[Items from a dataset]
■ ■ ■ ■ ■ ■ ■

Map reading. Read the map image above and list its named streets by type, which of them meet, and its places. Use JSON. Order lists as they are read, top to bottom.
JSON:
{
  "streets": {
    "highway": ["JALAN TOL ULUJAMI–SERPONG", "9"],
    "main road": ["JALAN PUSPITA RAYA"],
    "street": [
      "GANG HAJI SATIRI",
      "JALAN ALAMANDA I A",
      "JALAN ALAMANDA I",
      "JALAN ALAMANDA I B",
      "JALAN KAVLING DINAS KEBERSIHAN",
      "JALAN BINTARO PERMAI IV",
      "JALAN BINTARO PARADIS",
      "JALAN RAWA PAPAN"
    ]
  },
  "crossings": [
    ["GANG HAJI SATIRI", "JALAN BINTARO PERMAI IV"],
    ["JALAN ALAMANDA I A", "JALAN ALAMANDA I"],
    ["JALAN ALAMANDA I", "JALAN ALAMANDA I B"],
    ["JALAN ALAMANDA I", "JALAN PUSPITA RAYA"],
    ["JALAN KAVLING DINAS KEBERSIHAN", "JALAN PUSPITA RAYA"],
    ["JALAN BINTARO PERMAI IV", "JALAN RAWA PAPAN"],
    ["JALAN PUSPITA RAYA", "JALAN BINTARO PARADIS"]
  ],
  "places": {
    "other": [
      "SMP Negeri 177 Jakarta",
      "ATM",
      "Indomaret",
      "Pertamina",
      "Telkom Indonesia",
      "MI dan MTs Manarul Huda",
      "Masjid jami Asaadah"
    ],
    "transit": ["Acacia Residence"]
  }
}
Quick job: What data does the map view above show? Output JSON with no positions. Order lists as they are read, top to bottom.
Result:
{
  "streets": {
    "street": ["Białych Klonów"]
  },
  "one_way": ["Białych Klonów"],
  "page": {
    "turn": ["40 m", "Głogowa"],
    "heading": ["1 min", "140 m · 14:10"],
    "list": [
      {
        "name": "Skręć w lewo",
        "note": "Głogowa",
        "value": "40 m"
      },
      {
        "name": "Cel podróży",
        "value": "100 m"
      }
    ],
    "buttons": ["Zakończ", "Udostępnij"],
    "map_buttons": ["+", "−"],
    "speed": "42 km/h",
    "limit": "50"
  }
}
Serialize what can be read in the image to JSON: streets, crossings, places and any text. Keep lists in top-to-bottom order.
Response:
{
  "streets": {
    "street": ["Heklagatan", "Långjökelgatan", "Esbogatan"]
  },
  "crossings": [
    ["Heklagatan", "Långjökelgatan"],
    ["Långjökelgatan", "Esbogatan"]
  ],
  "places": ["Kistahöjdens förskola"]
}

■ ■ ■ ■ ■ ■ ■

→ **Problem description**
Retype every line above with nothing changed.

→ **Answer space**
Map reading. Read the map image above and list its named streets by type, which of them meet, and its places. Use JSON. Order lists as they are read, top to bottom.
JSON:
{
  "streets": {
    "highway": ["JALAN TOL ULUJAMI–SERPONG", "9"],
    "main road": ["JALAN PUSPITA RAYA"],
    "street": [
      "GANG HAJI SATIRI",
      "JALAN ALAMANDA I A",
      "JALAN ALAMANDA I",
      "JALAN ALAMANDA I B",
      "JALAN KAVLING DINAS KEBERSIHAN",
      "JALAN BINTARO PERMAI IV",
      "JALAN BINTARO PARADIS",
      "JALAN RAWA PAPAN"
    ]
  },
  "crossings": [
    ["GANG HAJI SATIRI", "JALAN BINTARO PERMAI IV"],
    ["JALAN ALAMANDA I A", "JALAN ALAMANDA I"],
    ["JALAN ALAMANDA I", "JALAN ALAMANDA I B"],
    ["JALAN ALAMANDA I", "JALAN PUSPITA RAYA"],
    ["JALAN KAVLING DINAS KEBERSIHAN", "JALAN PUSPITA RAYA"],
    ["JALAN BINTARO PERMAI IV", "JALAN RAWA PAPAN"],
    ["JALAN PUSPITA RAYA", "JALAN BINTARO PARADIS"]
  ],
  "places": {
    "other": [
      "SMP Negeri 177 Jakarta",
      "ATM",
      "Indomaret",
      "Pertamina",
      "Telkom Indonesia",
      "MI dan MTs Manarul Huda",
      "Masjid jami Asaadah"
    ],
    "transit": ["Acacia Residence"]
  }
}
Quick job: What data does the map view above show? Output JSON with no positions. Order lists as they are read, top to bottom.
Result:
{
  "streets": {
    "street": ["Białych Klonów"]
  },
  "one_way": ["Białych Klonów"],
  "page": {
    "turn": ["40 m", "Głogowa"],
    "heading": ["1 min", "140 m · 14:10"],
    "list": [
      {
        "name": "Skręć w lewo",
        "note": "Głogowa",
        "value": "40 m"
      },
      {
        "name": "Cel podróży",
        "value": "100 m"
      }
    ],
    "buttons": ["Zakończ", "Udostępnij"],
    "map_buttons": ["+", "−"],
    "speed": "42 km/h",
    "limit": "50"
  }
}
Serialize what can be read in the image to JSON: streets, crossings, places and any text. Keep lists in top-to-bottom order.
Response:
{
  "streets": {
    "street": ["Heklagatan", "Långjökelgatan", "Esbogatan"]
  },
  "crossings": [
    ["Heklagatan", "Långjökelgatan"],
    ["Långjökelgatan", "Esbogatan"]
  ],
  "places": ["Kistahöjdens förskola"]
}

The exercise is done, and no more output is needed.